Some of the coefficients are expected because they are closely related to disasters, for instance, the words survived, died, rescued are all very grave and are likely to be found in tweets that refer to an actual disaster. This applies to the other features with large coefficients as well. However, there are some words like ukrainian that have a large coefficient which is a bit strange, but it is possible that in the data set, tweets containing the word ukrainian are strongly associated with actual disasters.

<br><br>

## 11. Test set

In [21]:
preds = pipe_lr_feat_eng.predict(X_test_eng)
soft_preds = pipe_lr_feat_eng.predict_proba(X_test_eng)

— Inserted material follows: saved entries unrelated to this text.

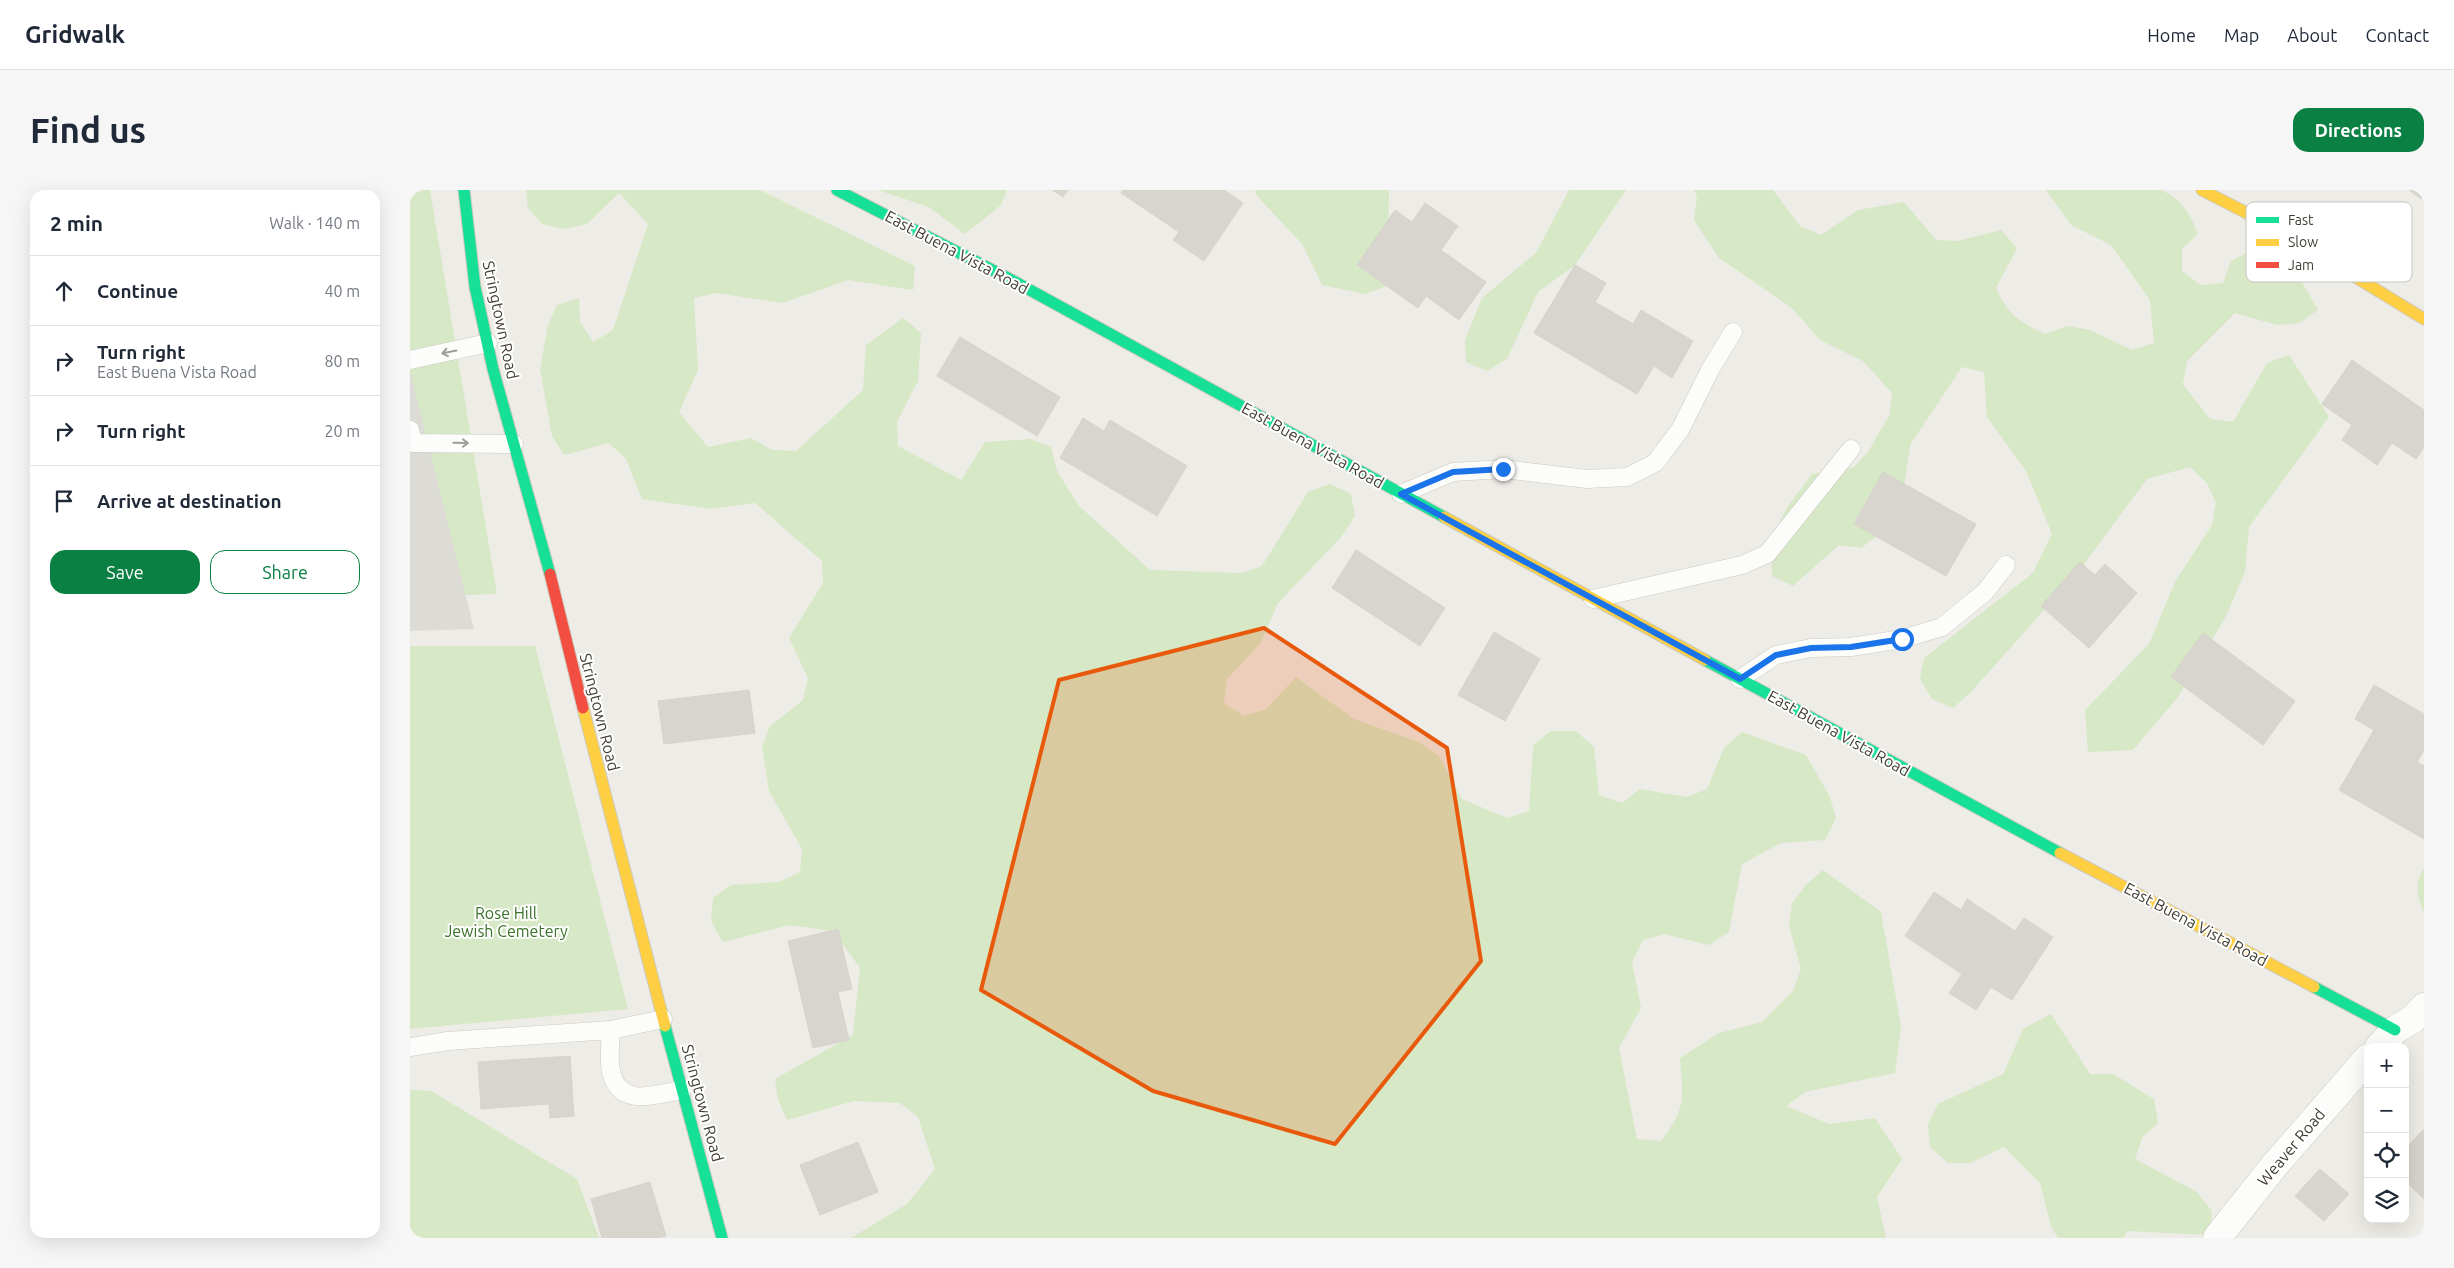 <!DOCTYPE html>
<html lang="en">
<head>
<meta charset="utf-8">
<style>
  body { margin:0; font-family:Ubuntu,sans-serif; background:#f6f6f7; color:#1f2937 }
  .controls { position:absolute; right:15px; bottom:15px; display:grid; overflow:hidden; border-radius:10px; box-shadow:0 5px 20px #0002 }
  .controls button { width:45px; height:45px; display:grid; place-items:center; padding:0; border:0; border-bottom:1px solid #e0e1e3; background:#fff; color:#1f2937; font:25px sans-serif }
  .stop { position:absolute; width:15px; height:15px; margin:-11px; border:4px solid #1a73e8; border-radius:50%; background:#fff }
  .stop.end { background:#1a73e8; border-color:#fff; box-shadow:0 1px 5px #0008 }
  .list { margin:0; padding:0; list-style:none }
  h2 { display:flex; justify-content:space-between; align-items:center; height:65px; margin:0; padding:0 20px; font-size:21px }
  h2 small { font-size:16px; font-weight:400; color:#747a83 }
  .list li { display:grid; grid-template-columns:32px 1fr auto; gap:15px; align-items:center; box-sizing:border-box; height:70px; padding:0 20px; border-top:1px solid #e0e1e3 }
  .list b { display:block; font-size:19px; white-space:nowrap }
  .list p { margin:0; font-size:16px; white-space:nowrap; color:#747a83 }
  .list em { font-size:16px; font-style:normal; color:#747a83 }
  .actions { display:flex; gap:10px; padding:15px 20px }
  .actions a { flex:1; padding:11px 0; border:1px solid #0b8043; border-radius:15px; text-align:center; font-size:18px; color:#0b8043 }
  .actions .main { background:#0b8043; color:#fff }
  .icon { flex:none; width:28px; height:28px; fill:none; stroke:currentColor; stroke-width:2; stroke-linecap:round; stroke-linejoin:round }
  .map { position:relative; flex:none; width:2014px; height:1048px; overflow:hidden; border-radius:15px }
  header { display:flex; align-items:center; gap:30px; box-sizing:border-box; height:70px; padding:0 25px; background:#fff; border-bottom:1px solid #e0e1e3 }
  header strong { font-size:24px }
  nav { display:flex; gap:28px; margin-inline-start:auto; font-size:18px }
  .intro { display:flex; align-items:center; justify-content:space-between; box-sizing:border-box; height:120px; padding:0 30px }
  h1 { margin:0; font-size:35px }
  .button { padding:12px 22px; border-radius:15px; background:#0b8043; color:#fff; font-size:18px; font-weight:700 }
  main { display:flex; gap:30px; padding:0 30px }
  aside { flex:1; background:#fff; border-radius:15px; box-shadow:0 5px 20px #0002 }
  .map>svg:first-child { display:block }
</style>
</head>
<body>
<header>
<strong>Gridwalk</strong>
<nav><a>Home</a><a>Map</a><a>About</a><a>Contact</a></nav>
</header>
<div class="intro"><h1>Find us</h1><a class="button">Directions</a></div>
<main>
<aside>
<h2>2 min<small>Walk · 140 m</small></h2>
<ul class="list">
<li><svg class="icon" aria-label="ahead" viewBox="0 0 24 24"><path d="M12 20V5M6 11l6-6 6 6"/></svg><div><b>Continue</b></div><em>40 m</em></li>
<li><svg class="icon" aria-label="right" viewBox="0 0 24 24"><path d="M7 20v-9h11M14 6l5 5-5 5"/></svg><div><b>Turn right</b><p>East Buena Vista Road</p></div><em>80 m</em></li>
<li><svg class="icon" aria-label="right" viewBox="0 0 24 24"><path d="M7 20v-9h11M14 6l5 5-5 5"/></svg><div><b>Turn right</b></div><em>20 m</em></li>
<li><svg class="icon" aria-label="arrive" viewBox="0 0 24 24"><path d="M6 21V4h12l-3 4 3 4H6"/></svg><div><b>Arrive at destination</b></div></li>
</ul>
<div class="actions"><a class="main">Save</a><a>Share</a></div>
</aside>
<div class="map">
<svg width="2014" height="1048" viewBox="0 0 2014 1048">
  <rect width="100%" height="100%" fill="#eeece6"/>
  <!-- green -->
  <g fill="#d6e8c5">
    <path d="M0 0H20L87 404 0 407Z"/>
    <path d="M116 0H350L505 76 503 100 438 90 373 113 306 103 284 108 288 180 269 222 298 257 341 248 362 260 386 261 453 200 456 155 493 128 511 143 508 191 487 232 488 256 551 290 575 252 620 249 641 257 647 281 669 316 740 380 832 383 852 376 898 302 920 294 941 304 945 326 932 346 868 413 850 454 817 489 814 513 834 526 856 519 886 487 944 529 1009 552 1029 566 1052 609 1097 628 1119 621 1123 555 1141 541H1166L1184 557 1189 605 1212 613 1230 599 1277 607 1297 599 1314 558 1332 542 1396 565 1420 607 1426 628 1415 650 1371 653 1332 674 1319 742 1299 755 1254 744 1233 750 1222 772 1231 818 1209 858 1227 949 1251 951C1277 917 1273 909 1270 868L1309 843 1352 832 1383 801 1391 779 1379 736 1382 713 1396 695 1413 680 1471 722 1491 837 1485 883 1395 902 1376 916 1419 934 1465 928 1492 969 1467 1007 1476 1048H441L497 1014 525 979 508 927 490 913 444 911 377 930 368 910 365 889 443 845 450 778 423 741 379 735 313 752 301 731 303 708 321 695 369 692 390 682 392 659 359 601 352 557 360 536 393 510 398 488 379 448 413 393 412 371 345 313 301 319 232 309 216 269 199 253 154 265 142 246 130 179 138 135 147 115 169 108 170 132 183 152 203 140 238 34 209 3 177 34 154 39 132 34 118 18Z"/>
    <path d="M468 0H597L591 15 555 44 519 17Z"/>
    <path d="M845 0H979L977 96 955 104 912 95 892 54 847 6Z"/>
    <path d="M1159 0H1216L1165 75 1128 102 1097 169 1077 181 1056 172 1055 150 1072 108 1126 63Z"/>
    <path d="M1284 0H1363L1390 36 1411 45 1448 20 1494 12 1526 50 1548 51 1591 40 1607 58 1586 98C1600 127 1607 130 1635 144L1658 136 1680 140 1722 160 1744 153 1740 110 1701 55 1661 35 1636 0H1751C1772 9 1780 24 1788 44L1772 59V81L1791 95 1813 93 1821 71 1842 60 1865 64 1884 78 1908 120 1889 133 1867 135 1825 123 1777 171 1773 194 1800 229 1823 232 1857 173 1879 165 1919 227 1839 337 1835 382 1816 426 1768 507 1723 560 1678 562 1675 520 1739 454 1765 392 1802 335 1806 313 1797 293 1780 277 1737 289 1668 382 1561 502 1543 518 1522 509 1510 489 1514 468 1623 383 1642 344 1616 281 1577 227 1574 182 1552 177 1500 255 1493 303 1471 343 1451 358 1429 355 1383 396 1362 386 1360 352 1376 319 1402 284 1443 278 1458 262 1480 224 1482 203 1453 171 1410 150 1382 118 1309 68 1284 30 1287 7Z"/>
    <path d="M0 456H125L218 819 0 839Z"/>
    <path d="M2014 679V722C2007 708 2004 692 2014 679Z"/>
    <path d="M1641 824 1680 884H1703L1744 909 1748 933 1732 948 1725 969 1787 1002 1802 1021 1800 1045 1717 1041 1714 1048H1648L1641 1036 1630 993 1594 957 1560 973H1538L1520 957 1518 934 1528 914 1593 884 1613 839Z"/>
    <path d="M0 900 21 901 167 989 189 1048H0Z"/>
  </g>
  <!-- parking -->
  <path fill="#dddbd6" d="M0 180 64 439 0 441Z"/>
  <!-- building -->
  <g fill="#d7d5ce" stroke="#d6d3cc">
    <path d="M642 0H658L653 7Z"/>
    <path d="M713 0H814L833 13 794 71 763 50 769 42 711 3Z"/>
    <path d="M1999 0H2014V5L2011 9Z"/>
    <path d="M1015 13 1048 36 1031 60 1076 92 1049 130 1016 106 1008 118 947 75 985 20 1002 32Z"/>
    <path d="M1165 75 1196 93 1185 112 1223 134 1231 120 1283 151 1262 188 1244 176 1227 204 1124 143Z"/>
    <path d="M550 147 650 207 627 246 527 186Z"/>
    <path d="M1942 170 2014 220V257L2006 269 1982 253 1967 275 1932 250 1942 235 1912 214Z"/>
    <path d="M673 228 694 241 700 230 777 276 747 326 650 268Z"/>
    <path d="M1473 282 1566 334 1536 386 1444 334Z"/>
    <path d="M946 360 1035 418 1010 456 922 398Z"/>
    <path d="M1670 372 1685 385 1695 374 1727 403 1679 458 1631 416Z"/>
    <path d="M1084 442 1130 469 1095 531 1048 505Z"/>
    <path d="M1793 443 1885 511 1853 555 1761 487Z"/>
    <path d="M1964 495 2014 524V560L2007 572 2014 576V649L1929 600 1964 540 1945 529Z"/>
    <path d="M339 500 345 543 254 554 248 511Z"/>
    <path d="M1524 702 1551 720 1557 709 1605 741 1614 728 1643 747 1602 810 1581 797 1566 820 1539 803 1552 784 1495 746Z"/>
    <path d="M428 739 442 799 428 802 439 850 403 858 378 751Z"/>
    <path d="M160 866 164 926 140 928 139 914 71 919 68 872Z"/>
    <path d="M2014 939V1009L1995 991V959Z"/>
    <path d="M448 952 468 1002 410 1025 390 975Z"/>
    <path d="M1910 979 1939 1004 1914 1031 1885 1006Z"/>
    <path d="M240 992 256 1046 248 1048H192L181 1009Z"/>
  </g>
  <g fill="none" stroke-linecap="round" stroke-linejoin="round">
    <!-- lane casing -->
    <g stroke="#cccac3" stroke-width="19">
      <g id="lane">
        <path d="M0 170 78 153"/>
        <path d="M0 240 3 253 104 254"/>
        <path d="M991 304 1043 282 1093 279 1177 289 1217 287 1245 273 1270 240 1301 178 1323 142"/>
        <path d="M1183 409 1332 375 1357 364 1441 259"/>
        <path d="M1330 489 1366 465 1401 458 1441 457 1492 449 1532 437 1575 402 1596 375"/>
        <path d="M201 840C200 863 193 900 225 906 237 908 260 902 272 900"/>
        <path d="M0 857 38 851 201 840 253 829"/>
      </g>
    </g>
    <!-- street casing -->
    <g stroke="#cccac3" stroke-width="29">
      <g id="street">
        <path d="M1969 857 1985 840 2003 829 2014 817"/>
        <path d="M1807 1048 1864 976 1958 868"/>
      </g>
    </g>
    <!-- fast casing -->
    <g stroke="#cdcabd" stroke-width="13">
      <g id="fast">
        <path d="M54 0 65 97 83 179 140 384"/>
        <path d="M427 0 598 88 1034 327"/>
        <path d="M1295 470 1650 663"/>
        <path d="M1904 797 1985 840"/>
        <path d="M255 836 312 1048"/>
      </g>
    </g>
    <!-- slow casing -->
    <g stroke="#cdcabd" stroke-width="13">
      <g id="slow">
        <path d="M1792 0 1864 37 2014 129"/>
        <path d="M1034 327 1295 470"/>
        <path d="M173 518 255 836"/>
        <path d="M1650 663 1904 797"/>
      </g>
    </g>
    <!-- jam casing -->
    <g stroke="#cdcabd" stroke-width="13">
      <path id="jam" d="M140 384 173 518"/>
    </g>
    <!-- lane -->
    <use href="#lane" stroke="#fcfcfb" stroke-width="18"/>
    <!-- street -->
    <use href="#street" stroke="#fcfcfb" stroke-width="28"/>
    <!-- fast -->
    <use href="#fast" stroke="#16e098" stroke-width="11"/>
    <!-- slow -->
    <use href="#slow" stroke="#ffcf43" stroke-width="11"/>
    <!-- jam -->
    <use href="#jam" stroke="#f24e42" stroke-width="11"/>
  </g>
  <!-- one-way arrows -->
  <defs><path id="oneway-shaft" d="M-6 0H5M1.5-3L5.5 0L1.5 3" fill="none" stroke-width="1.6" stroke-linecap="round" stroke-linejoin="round" transform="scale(1.25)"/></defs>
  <g stroke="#9f9d97">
    <use href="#oneway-shaft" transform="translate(39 162) rotate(168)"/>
    <use href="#oneway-shaft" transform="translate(51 253) rotate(1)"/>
  </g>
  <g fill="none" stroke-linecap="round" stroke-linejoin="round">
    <!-- route -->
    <path stroke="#1a73e8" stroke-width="6" d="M1093 279 1043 282 991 304 1330 489 1366 465 1401 458 1441 457 1492 449"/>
  </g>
  <!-- marked area -->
  <path fill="#e8590c" fill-opacity="0.2" stroke="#e8590c" stroke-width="4" stroke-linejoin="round" d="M854 438 1037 558 1071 771 925 954 743 901 571 800 649 490Z"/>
  <g text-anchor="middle" stroke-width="4" stroke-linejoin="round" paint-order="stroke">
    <!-- street labels -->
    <g font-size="16" fill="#423e33" stroke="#fff">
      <text transform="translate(547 62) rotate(28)" y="6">East Buena Vista Road</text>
      <text transform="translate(91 130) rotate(78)" y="6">Stringtown Road</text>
      <text transform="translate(903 255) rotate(29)" y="6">East Buena Vista Road</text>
      <text transform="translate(190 522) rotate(76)" y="6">Stringtown Road</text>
      <text transform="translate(1429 543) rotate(29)" y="6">East Buena Vista Road</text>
      <text transform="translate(1786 734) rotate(28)" y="6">East Buena Vista Road</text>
      <text transform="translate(293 913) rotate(75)" y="6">Stringtown Road</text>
      <text transform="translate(1881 957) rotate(-50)" y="6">Weaver Road</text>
    </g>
    <!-- park labels -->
    <g font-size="16" fill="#3a7228" stroke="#fff">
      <text x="96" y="729">Rose Hill<tspan x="96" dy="18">Jewish Cemetery</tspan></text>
    </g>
  </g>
  <!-- legend -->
  <rect x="1836" y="12" width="166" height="80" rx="8" fill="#fff" stroke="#c6c5c2" stroke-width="1"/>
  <rect x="1846" y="27" width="23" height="6" fill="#16e098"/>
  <rect x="1846" y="49" width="23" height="7" fill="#ffcf43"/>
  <rect x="1846" y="72" width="23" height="6" fill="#f24e42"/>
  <g font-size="14" fill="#423e33">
    <text x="1878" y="35">Fast</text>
    <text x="1878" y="57">Slow</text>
    <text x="1878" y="80">Jam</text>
  </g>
</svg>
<div class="controls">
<button>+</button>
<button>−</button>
<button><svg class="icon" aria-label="locate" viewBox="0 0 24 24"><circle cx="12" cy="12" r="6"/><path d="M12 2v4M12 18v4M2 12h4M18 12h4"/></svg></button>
<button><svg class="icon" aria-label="layers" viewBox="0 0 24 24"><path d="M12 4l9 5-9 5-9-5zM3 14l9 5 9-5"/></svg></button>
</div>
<div class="stop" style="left:1492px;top:449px"></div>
<div class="stop end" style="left:1093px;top:279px"></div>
</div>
</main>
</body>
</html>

test_results = pd.DataFrame({
    "accuracy": [pipe_lr_feat_eng.score(X_test_eng, y_test_eng)],
    "precision": [precision_score(y_test_eng, preds)],
    "recall": [recall_score(y_test_eng, preds)],
    "f1_score": [f1_score(y_test_eng, preds)],
    "roc_auc": [roc_auc_score(y_test_eng, soft_preds[:, 1])],
    "average_precision": [average_precision_score(y_test_eng, soft_preds[:, 1])]
})

test_results

Unnamed: 0,accuracy,precision,recall,f1_score,roc_auc,average_precision
0,0.890941,0.677419,0.762712,0.71754,0.924916,0.784924


<br>

The test scores are similar to the scores obtained from cross-validation which suggests that our model has **good generalisation** and it is **not overfitting** to the training data.